WHAT TO PRODUCE:
Would you write out, word for word, each line of the records below from the top through the one holding "display:block; font-size:84px; line-height:102px"?

Stored items:
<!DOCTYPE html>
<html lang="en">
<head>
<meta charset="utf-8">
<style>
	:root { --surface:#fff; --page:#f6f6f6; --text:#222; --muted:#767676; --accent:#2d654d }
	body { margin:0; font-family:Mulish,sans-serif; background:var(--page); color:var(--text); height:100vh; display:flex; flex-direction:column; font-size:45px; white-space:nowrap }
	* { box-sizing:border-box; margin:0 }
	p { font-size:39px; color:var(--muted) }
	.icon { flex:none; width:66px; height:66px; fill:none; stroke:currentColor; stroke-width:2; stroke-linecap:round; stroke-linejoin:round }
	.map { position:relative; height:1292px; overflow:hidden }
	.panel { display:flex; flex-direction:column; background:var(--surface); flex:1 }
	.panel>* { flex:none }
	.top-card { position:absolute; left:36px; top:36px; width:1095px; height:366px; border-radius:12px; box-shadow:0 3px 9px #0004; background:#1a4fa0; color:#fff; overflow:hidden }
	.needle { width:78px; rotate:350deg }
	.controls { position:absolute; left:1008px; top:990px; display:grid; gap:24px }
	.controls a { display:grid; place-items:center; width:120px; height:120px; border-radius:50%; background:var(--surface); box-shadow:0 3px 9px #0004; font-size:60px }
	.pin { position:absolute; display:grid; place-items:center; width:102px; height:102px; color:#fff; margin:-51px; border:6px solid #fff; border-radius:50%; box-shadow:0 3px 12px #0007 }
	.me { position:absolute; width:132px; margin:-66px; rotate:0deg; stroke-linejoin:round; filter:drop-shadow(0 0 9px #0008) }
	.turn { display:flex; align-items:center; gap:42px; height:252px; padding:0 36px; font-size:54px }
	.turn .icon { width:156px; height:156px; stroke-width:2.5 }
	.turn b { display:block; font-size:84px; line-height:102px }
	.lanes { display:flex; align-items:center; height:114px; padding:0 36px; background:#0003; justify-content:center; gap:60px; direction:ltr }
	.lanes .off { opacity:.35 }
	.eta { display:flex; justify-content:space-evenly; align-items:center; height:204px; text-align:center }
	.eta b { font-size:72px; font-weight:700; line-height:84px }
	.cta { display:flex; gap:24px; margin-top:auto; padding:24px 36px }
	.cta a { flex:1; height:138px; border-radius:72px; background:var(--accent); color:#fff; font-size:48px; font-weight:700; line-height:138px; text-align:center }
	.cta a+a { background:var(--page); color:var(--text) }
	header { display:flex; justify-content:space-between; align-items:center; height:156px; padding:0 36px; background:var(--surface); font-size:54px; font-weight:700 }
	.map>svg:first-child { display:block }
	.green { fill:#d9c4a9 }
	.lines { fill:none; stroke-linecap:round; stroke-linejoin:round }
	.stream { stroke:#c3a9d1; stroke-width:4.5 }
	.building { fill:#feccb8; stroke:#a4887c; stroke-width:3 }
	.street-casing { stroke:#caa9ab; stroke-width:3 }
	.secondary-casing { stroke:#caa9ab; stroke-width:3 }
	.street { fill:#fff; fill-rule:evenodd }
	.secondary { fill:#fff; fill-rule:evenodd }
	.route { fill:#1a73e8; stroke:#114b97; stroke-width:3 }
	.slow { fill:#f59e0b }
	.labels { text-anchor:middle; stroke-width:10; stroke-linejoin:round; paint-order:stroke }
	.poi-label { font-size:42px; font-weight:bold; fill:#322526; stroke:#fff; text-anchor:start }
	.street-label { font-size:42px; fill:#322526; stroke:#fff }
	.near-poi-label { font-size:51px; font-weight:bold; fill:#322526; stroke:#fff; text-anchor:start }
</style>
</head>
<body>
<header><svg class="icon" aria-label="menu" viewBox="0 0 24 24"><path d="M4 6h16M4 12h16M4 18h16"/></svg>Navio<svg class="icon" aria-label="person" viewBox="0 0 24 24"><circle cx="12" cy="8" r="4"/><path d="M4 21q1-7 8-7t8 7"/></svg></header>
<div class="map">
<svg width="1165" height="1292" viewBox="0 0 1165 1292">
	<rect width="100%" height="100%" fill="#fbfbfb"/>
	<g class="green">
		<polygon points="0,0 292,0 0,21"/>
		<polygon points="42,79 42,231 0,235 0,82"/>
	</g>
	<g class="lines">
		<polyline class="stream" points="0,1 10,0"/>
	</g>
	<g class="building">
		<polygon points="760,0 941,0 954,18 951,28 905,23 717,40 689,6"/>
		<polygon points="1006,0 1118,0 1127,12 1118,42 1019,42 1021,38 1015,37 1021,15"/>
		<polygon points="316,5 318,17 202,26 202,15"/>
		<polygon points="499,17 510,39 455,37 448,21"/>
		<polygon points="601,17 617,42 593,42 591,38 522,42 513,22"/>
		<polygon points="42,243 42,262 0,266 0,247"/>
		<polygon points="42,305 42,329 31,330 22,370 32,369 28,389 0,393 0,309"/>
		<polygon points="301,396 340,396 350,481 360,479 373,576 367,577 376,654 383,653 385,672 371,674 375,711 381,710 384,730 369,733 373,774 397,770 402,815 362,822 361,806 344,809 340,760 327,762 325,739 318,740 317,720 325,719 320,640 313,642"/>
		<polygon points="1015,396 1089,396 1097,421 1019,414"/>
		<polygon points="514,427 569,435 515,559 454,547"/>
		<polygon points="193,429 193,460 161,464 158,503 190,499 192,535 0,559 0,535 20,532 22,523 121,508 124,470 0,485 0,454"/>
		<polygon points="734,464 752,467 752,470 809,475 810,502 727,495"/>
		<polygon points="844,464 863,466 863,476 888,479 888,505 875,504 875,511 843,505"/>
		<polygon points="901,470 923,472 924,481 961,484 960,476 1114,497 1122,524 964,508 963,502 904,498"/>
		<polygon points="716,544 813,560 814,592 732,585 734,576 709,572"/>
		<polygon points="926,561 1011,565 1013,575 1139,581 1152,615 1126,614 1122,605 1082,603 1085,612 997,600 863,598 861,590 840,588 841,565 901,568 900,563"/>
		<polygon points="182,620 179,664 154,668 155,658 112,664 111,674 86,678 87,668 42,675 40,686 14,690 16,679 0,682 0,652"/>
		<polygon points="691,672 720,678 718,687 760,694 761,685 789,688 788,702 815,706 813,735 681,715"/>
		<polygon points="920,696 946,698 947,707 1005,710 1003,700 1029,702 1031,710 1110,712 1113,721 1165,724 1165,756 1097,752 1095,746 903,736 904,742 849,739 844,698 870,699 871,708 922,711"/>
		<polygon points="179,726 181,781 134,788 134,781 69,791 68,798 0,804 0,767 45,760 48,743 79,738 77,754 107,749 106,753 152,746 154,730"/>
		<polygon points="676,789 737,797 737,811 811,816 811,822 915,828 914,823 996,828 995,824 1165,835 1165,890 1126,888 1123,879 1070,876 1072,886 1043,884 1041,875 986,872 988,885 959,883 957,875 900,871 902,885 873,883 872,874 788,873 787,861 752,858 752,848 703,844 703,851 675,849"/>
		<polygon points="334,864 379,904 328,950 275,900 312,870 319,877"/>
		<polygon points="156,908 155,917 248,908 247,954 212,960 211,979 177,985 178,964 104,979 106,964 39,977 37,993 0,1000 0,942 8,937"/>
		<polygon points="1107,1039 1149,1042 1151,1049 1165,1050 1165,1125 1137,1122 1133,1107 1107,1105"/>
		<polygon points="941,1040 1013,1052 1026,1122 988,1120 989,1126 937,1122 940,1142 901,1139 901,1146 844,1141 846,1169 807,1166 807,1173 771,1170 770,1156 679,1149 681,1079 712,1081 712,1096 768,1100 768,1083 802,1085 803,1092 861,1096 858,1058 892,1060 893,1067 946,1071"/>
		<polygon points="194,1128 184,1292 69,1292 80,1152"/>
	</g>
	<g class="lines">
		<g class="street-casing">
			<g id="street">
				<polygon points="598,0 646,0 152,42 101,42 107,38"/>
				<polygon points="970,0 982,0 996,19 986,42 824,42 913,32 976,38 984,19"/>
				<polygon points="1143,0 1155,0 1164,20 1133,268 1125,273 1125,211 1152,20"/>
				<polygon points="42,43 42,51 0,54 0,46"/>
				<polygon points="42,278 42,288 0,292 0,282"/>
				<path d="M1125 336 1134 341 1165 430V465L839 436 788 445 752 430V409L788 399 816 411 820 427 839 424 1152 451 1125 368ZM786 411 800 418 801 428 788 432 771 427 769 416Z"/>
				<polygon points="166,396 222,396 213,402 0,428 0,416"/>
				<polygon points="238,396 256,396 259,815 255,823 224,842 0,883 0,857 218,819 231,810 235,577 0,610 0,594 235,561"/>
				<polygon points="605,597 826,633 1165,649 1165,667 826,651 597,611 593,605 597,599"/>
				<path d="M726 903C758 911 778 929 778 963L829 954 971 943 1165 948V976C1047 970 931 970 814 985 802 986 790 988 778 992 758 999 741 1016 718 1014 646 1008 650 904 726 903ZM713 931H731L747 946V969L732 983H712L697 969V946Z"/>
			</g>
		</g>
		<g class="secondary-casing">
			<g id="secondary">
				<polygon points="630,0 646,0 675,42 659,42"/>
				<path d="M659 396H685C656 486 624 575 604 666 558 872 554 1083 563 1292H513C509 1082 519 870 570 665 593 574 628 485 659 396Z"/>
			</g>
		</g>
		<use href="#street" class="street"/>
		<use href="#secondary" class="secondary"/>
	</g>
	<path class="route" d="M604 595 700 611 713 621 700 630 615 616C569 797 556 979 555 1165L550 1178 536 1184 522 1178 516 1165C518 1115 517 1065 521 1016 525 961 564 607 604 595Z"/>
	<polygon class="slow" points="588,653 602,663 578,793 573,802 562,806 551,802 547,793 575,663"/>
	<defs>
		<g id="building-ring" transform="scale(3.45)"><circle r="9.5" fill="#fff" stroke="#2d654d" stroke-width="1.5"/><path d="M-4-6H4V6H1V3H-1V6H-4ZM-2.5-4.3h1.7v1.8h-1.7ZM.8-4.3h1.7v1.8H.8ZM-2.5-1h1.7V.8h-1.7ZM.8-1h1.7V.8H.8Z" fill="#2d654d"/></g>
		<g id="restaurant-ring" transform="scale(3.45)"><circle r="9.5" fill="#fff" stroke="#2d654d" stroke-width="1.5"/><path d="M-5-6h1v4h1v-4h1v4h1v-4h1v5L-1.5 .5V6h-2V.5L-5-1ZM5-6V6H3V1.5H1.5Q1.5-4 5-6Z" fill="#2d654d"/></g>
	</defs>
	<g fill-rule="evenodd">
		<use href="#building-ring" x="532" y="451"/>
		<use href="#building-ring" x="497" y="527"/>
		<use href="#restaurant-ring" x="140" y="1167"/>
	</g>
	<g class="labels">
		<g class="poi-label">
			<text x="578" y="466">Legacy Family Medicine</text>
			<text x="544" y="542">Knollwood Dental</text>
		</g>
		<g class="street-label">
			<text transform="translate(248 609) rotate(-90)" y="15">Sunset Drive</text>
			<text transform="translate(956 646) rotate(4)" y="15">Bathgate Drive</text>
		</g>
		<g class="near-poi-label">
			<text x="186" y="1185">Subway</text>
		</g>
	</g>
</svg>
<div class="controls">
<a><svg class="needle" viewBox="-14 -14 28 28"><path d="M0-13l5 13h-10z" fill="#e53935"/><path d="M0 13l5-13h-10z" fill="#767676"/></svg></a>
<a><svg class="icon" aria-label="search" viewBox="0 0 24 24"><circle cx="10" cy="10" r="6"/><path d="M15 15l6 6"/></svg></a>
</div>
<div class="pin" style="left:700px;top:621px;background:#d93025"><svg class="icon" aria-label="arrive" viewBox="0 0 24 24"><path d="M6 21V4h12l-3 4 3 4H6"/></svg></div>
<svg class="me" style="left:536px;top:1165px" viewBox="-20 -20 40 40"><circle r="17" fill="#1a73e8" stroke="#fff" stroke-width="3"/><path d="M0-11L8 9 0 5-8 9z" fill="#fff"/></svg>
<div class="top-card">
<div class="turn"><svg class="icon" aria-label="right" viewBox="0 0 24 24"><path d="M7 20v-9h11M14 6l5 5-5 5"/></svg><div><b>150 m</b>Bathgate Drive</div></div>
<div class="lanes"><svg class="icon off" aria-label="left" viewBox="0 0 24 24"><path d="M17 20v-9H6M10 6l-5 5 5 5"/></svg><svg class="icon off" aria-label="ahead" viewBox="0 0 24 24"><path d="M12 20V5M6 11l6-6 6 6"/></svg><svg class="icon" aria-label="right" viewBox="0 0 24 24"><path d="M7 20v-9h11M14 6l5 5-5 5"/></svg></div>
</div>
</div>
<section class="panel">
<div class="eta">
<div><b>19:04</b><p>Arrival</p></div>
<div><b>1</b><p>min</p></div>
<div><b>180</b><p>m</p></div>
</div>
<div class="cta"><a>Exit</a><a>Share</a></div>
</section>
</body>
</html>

TASK ANSWER:
<!DOCTYPE html>
<html lang="en">
<head>
<meta charset="utf-8">
<style>
	:root { --surface:#fff; --page:#f6f6f6; --text:#222; --muted:#767676; --accent:#2d654d }
	body { margin:0; font-family:Mulish,sans-serif; background:var(--page); color:var(--text); height:100vh; display:flex; flex-direction:column; font-size:45px; white-space:nowrap }
	* { box-sizing:border-box; margin:0 }
	p { font-size:39px; color:var(--muted) }
	.icon { flex:none; width:66px; height:66px; fill:none; stroke:currentColor; stroke-width:2; stroke-linecap:round; stroke-linejoin:round }
	.map { position:relative; height:1292px; overflow:hidden }
	.panel { display:flex; flex-direction:column; background:var(--surface); flex:1 }
	.panel>* { flex:none }
	.top-card { position:absolute; left:36px; top:36px; width:1095px; height:366px; border-radius:12px; box-shadow:0 3px 9px #0004; background:#1a4fa0; color:#fff; overflow:hidden }
	.needle { width:78px; rotate:350deg }
	.controls { position:absolute; left:1008px; top:990px; display:grid; gap:24px }
	.controls a { display:grid; place-items:center; width:120px; height:120px; border-radius:50%; background:var(--surface); box-shadow:0 3px 9px #0004; font-size:60px }
	.pin { position:absolute; display:grid; place-items:center; width:102px; height:102px; color:#fff; margin:-51px; border:6px solid #fff; border-radius:50%; box-shadow:0 3px 12px #0007 }
	.me { position:absolute; width:132px; margin:-66px; rotate:0deg; stroke-linejoin:round; filter:drop-shadow(0 0 9px #0008) }
	.turn { display:flex; align-items:center; gap:42px; height:252px; padding:0 36px; font-size:54px }
	.turn .icon { width:156px; height:156px; stroke-width:2.5 }
	.turn b { display:block; font-size:84px; line-height:102px }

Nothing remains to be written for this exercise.